Exercise aim:
Give the number of lines below that contain "from", with no other output.

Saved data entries
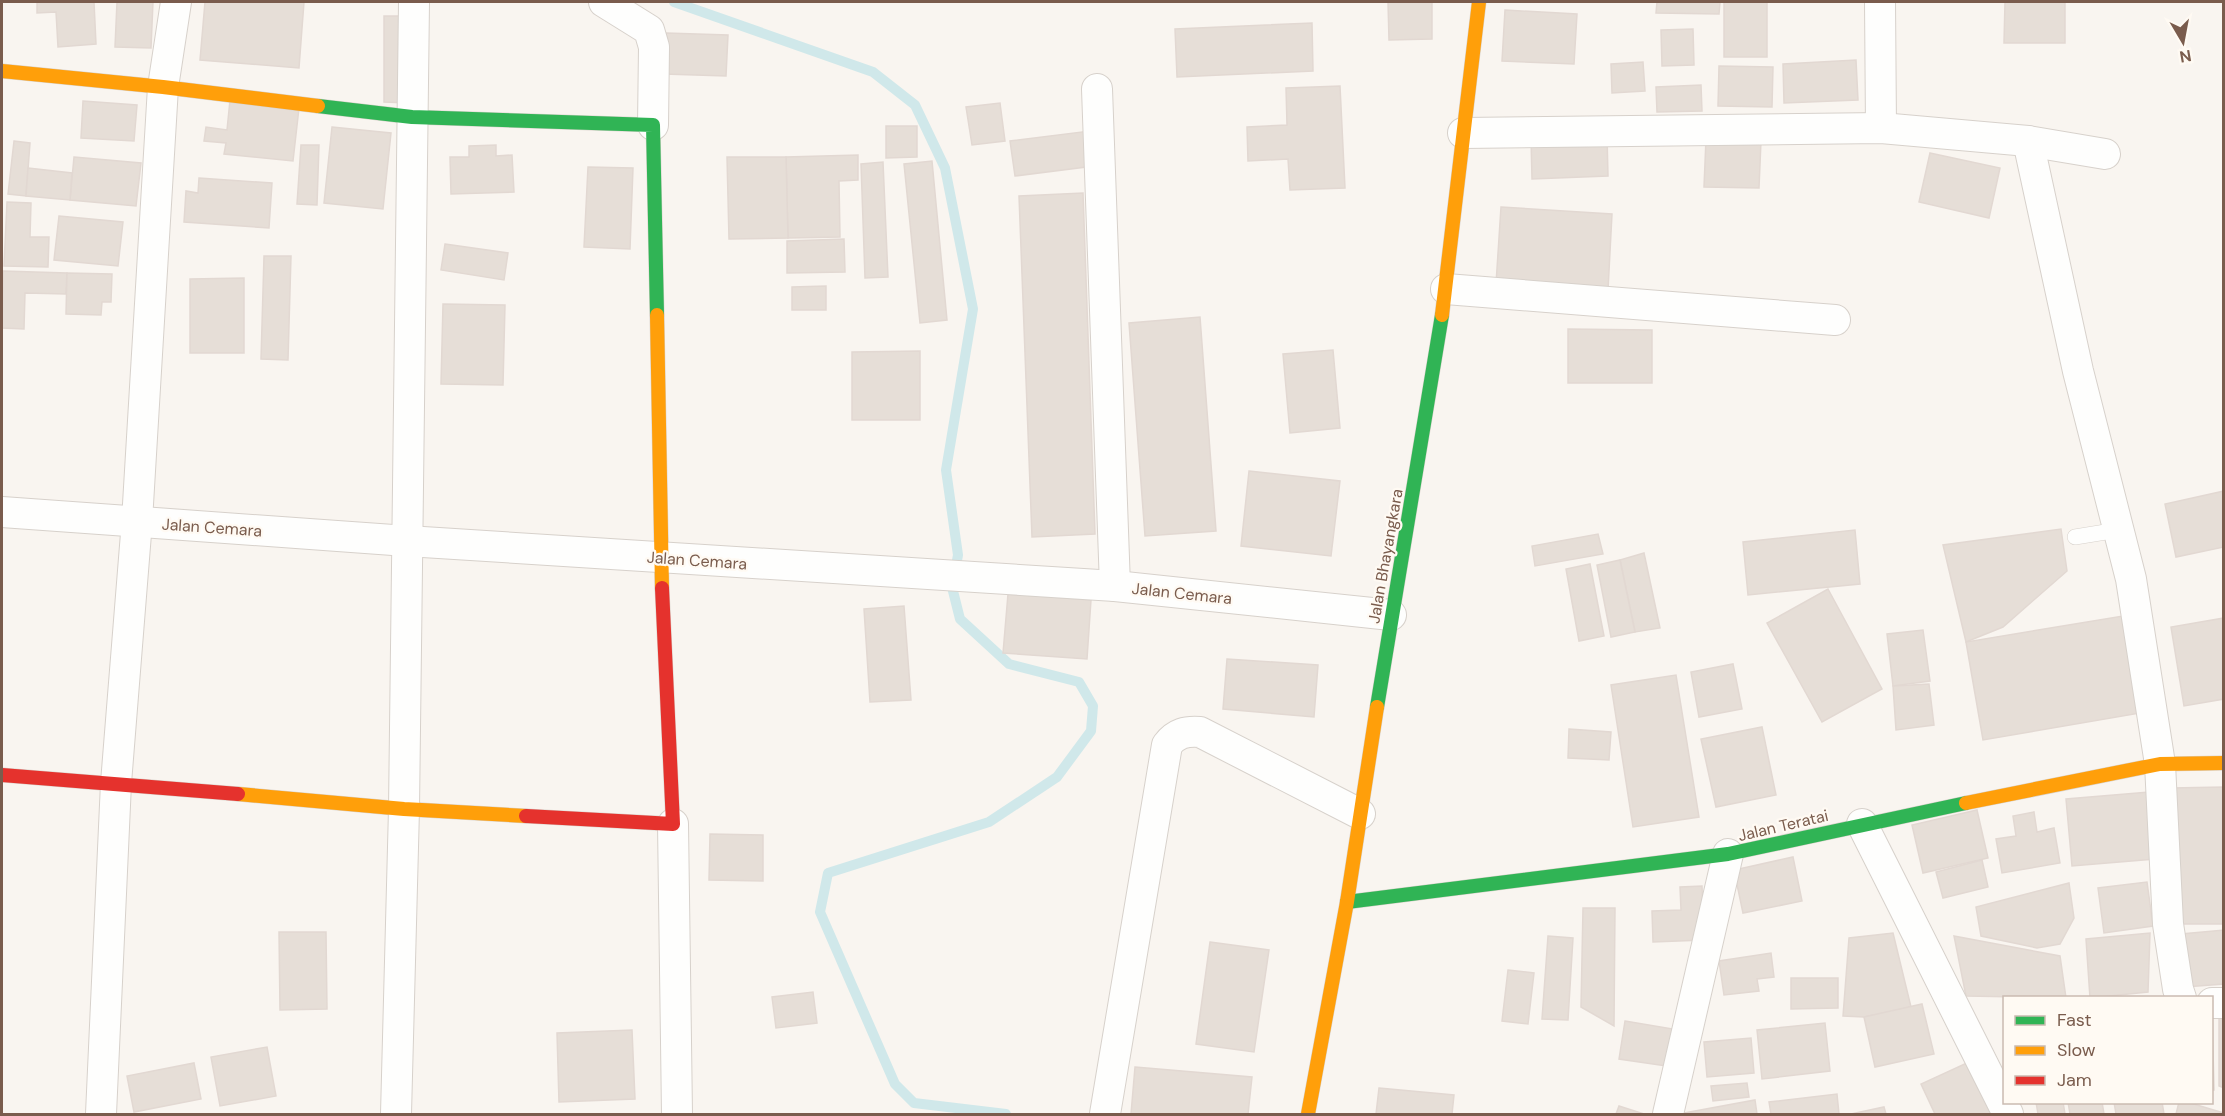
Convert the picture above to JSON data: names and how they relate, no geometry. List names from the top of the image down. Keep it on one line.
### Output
{"streets":{"street":["Jalan Cemara","Jalan Bhayangkara","Jalan Teratai"]},"crossings":[["Jalan Cemara","Jalan Bhayangkara"],["Jalan Bhayangkara","Jalan Teratai"]],"legend":["Fast","Slow","Jam"],"north":"bottom"}
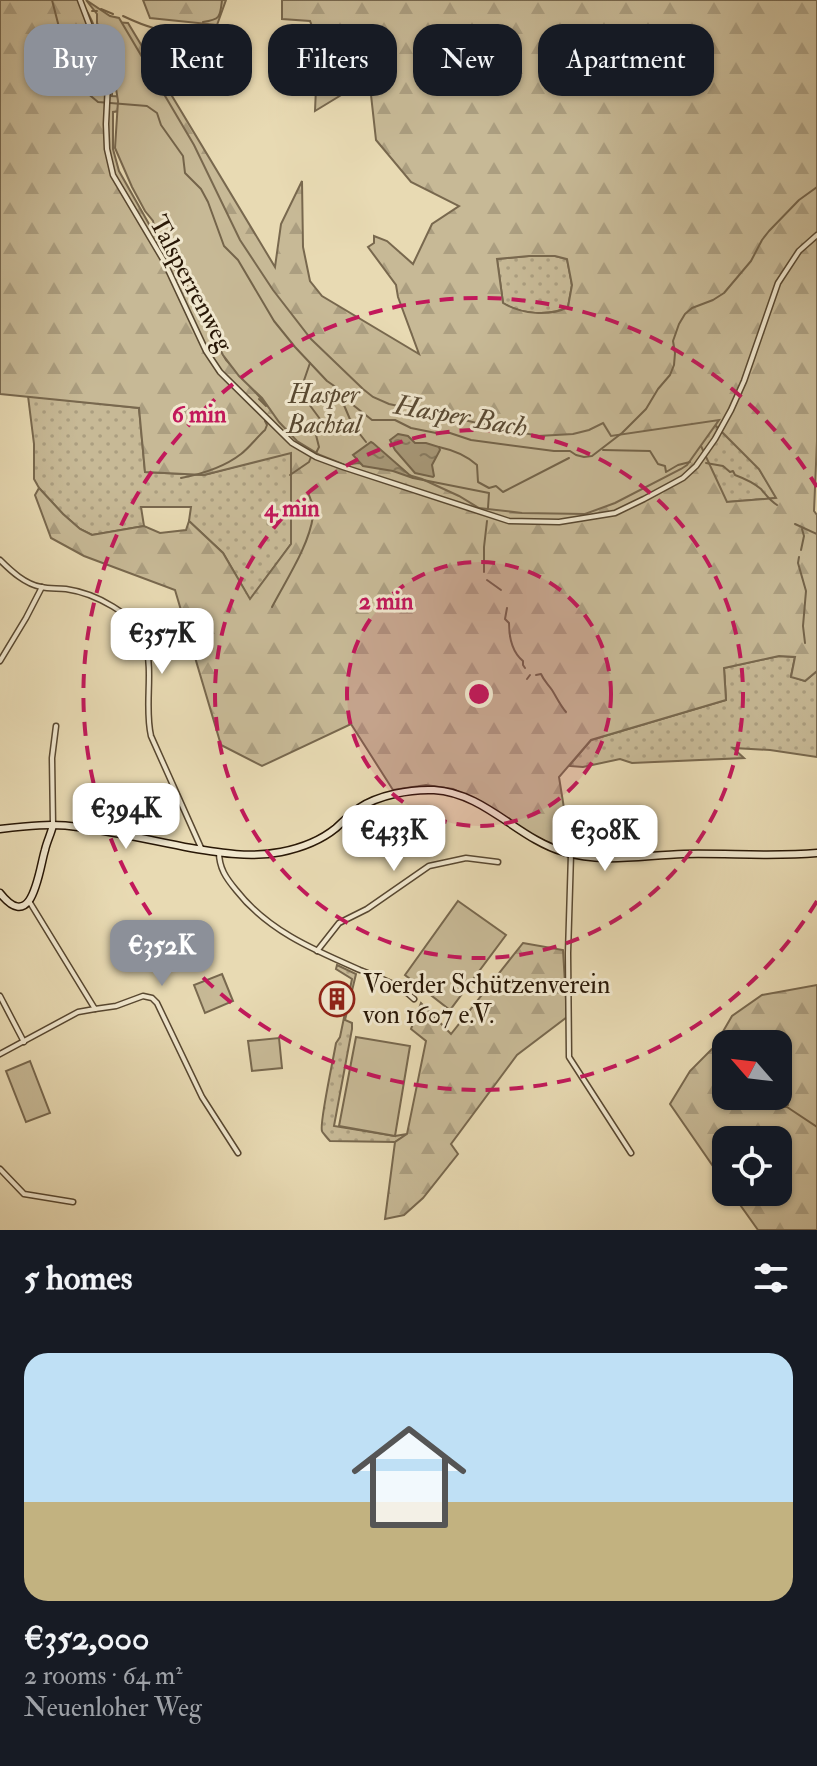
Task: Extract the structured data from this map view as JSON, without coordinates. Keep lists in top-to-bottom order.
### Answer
{
  "streets": {
    "street": ["Talsperrenweg"]
  },
  "water": ["Hasper Bach"],
  "parks": ["Hasper Bachtal"],
  "places": {
    "building": ["Voerder Schützenverein von 1607 e.V."]
  },
  "north": "top left",
  "page": {
    "chip": [
      "Buy",
      "Rent",
      "Filters",
      "New",
      "Apartment"
    ],
    "price": [
      "€357K",
      "€394K",
      "€433K",
      "€308K",
      "€352K"
    ],
    "heading": "5 homes",
    "list": [
      {
        "name": "€352,000",
        "note": "2 rooms · 64 m² · Neuenloher Weg"
      }
    ]
  },
  "rings": ["6 min", "4 min", "2 min"]
}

Exercise result:
2